(Collected data entries)

--- START ---

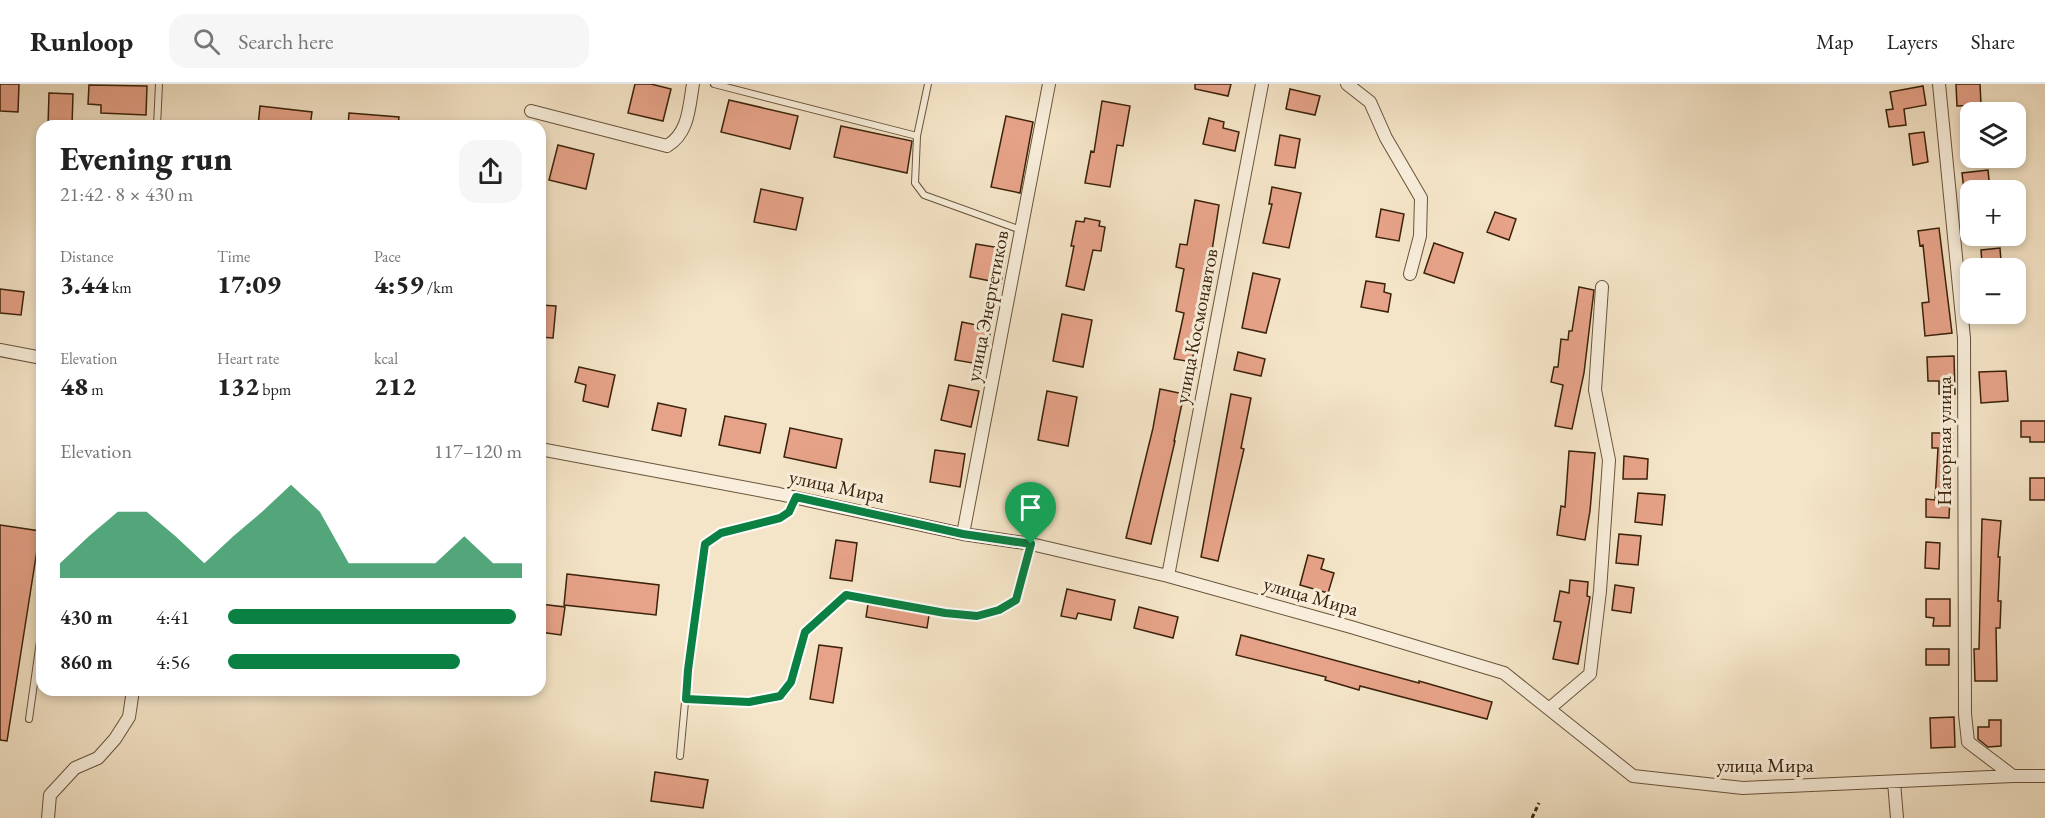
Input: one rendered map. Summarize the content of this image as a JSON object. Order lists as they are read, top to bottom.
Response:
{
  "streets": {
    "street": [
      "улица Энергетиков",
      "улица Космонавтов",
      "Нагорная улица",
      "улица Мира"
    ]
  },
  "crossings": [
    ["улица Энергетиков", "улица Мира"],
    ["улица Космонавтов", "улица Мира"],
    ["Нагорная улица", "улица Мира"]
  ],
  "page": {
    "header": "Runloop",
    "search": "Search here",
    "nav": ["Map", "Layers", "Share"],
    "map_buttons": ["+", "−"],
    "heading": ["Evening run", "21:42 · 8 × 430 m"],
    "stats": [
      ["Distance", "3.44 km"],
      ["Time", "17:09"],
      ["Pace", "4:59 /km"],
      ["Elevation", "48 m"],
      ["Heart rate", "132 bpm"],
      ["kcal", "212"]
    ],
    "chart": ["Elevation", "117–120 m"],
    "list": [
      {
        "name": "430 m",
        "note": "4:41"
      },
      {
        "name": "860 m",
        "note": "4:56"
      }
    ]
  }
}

--- END ---

What to work on →
Pictures aside, write out all of the records exactly.

Your response →
Input: one rendered map. Summarize the content of this image as a JSON object. Order lists as they are read, top to bottom.
Response:
{
  "streets": {
    "street": [
      "улица Энергетиков",
      "улица Космонавтов",
      "Нагорная улица",
      "улица Мира"
    ]
  },
  "crossings": [
    ["улица Энергетиков", "улица Мира"],
    ["улица Космонавтов", "улица Мира"],
    ["Нагорная улица", "улица Мира"]
  ],
  "page": {
    "header": "Runloop",
    "search": "Search here",
    "nav": ["Map", "Layers", "Share"],
    "map_buttons": ["+", "−"],
    "heading": ["Evening run", "21:42 · 8 × 430 m"],
    "stats": [
      ["Distance", "3.44 km"],
      ["Time", "17:09"],
      ["Pace", "4:59 /km"],
      ["Elevation", "48 m"],
      ["Heart rate", "132 bpm"],
      ["kcal", "212"]
    ],
    "chart": ["Elevation", "117–120 m"],
    "list": [
      {
        "name": "430 m",
        "note": "4:41"
      },
      {
        "name": "860 m",
        "note": "4:56"
      }
    ]
  }
}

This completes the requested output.